Discontent has been brewing at Halesowen College, Birmingham, following the summary dismissal of no fewer than four Maths teachers in the last month, including Dave Muritu, the College’s UCU Branch Secretary. The College has seen pickets, lobbies and widespread condemnation for its persecution of teachers, seemingly solely for raising issues of genuine concern to do with their students’ educations.
The College management’s reasons for the sudden firings remain unclear. They point to the apparently poor performance of the lecturers, despite the fact that their performances were above the national average, and the College itself rated all four as ‘good’ teachers in its own internal observation system. Management also accepts that there is no case for gross misconduct for any of the Halesowen Four, and they also failed to follow both their own disciplinary procedure and that of ACAS, the work disputes mediations body.

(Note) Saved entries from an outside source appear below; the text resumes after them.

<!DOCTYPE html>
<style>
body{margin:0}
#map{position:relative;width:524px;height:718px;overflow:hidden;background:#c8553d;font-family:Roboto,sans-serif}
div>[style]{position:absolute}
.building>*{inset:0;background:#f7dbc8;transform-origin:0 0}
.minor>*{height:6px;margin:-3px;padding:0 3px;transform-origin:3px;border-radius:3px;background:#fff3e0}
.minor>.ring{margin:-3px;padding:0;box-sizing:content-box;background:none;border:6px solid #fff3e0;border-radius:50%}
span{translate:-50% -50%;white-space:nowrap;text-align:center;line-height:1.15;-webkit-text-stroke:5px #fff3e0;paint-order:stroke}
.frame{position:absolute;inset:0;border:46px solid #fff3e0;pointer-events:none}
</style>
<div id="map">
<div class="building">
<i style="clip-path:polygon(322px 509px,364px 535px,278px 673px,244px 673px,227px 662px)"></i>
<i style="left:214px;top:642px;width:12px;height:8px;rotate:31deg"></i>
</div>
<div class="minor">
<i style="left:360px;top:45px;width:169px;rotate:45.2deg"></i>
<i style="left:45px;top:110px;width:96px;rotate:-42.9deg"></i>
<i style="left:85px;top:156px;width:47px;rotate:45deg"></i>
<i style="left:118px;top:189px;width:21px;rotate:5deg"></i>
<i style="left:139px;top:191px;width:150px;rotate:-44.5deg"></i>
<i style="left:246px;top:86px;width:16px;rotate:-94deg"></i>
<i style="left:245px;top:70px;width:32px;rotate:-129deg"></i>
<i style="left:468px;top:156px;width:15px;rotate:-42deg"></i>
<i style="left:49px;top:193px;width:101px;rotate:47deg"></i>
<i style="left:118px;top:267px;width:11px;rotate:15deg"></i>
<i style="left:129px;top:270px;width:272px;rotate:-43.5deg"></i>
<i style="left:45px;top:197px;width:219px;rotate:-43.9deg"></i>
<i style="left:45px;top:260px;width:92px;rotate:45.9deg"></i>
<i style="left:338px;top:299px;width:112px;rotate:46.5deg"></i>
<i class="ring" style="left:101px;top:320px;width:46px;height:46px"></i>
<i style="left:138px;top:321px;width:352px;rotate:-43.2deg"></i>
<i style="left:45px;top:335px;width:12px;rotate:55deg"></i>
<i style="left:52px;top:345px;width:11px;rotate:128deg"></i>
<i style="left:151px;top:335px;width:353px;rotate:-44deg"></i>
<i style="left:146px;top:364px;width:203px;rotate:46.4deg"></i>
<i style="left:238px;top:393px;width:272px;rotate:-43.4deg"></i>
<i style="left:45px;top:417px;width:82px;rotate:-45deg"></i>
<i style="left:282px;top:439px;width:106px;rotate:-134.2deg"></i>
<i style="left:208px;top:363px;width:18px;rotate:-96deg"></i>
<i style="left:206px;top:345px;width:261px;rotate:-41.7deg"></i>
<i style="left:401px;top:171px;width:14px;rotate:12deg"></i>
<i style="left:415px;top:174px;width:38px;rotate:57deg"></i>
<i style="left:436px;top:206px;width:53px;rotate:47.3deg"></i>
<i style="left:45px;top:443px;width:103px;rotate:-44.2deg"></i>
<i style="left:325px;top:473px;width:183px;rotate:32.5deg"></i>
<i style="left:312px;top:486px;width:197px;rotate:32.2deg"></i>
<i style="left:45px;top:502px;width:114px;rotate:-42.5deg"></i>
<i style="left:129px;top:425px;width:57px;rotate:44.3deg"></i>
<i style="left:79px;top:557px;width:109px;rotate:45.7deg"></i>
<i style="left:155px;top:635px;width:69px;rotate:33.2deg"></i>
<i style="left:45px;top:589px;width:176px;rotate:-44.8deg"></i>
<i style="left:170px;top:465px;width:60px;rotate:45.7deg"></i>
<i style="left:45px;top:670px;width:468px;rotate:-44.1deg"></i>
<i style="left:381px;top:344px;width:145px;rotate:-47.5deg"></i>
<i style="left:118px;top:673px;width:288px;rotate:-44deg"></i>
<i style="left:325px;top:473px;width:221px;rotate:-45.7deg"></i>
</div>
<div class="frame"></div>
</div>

The sacked teachers themselves speculate as to their role in highlighting a number of issues which had made their work increasingly difficult, such as “refusal to pay for specialist cover (in spite of a huge surplus) for times of long term sickness and paternity leave, teaching in two different classes in two different rooms at the same time [and] groups being pushed together into one room even though they are supposed to be covering different material”.
It certainly seems unlikely that the four teachers – having received Grade 2 ratings when observed, in a system that has been criticised for its readiness to give Grade 3 ratings (average) – were targeted for being exceptionally poor, or indeed that removing them from their posts midway through the academic year (mid-term in the case of three of the four) will actually assist in the education of their students.
Indeed, as well as attending the lively pickets outside the College gates on cold, wet Monday mornings and joining the almost 10,000 signatures on the petition for the Halesowen Four’s reinstatement, many former students of Muritu et al in the Maths Department have emerged on Facebook to emphasise the quality of Muritu’s classes. This one, for example, from Claire Davies-Thompson, presents a very different picture to that of the College, which claimed that the students in the classes of the four teachers weren't "reaching their potential":
“My son who is a diagnosed epileptic & also has slight autism gets very stressed & struggles with sudden change! He took to Dave immediately as they both have such a shared passion for Maths! He was on line for an A/A* in the coming exams but now due to this we really worry this may not be achieved bearing in mind it is Dave's excellent teaching skills who have bought Ben to that stage! He needs to be reinstated immediately it is ludicrous that kids are going to suffer due to this as are exam results!”
The Halesowen Four case is another example of a growing tendency in education to use internal observation as a disciplinary tool; a means of breaking union branches and removing critical and principled staff.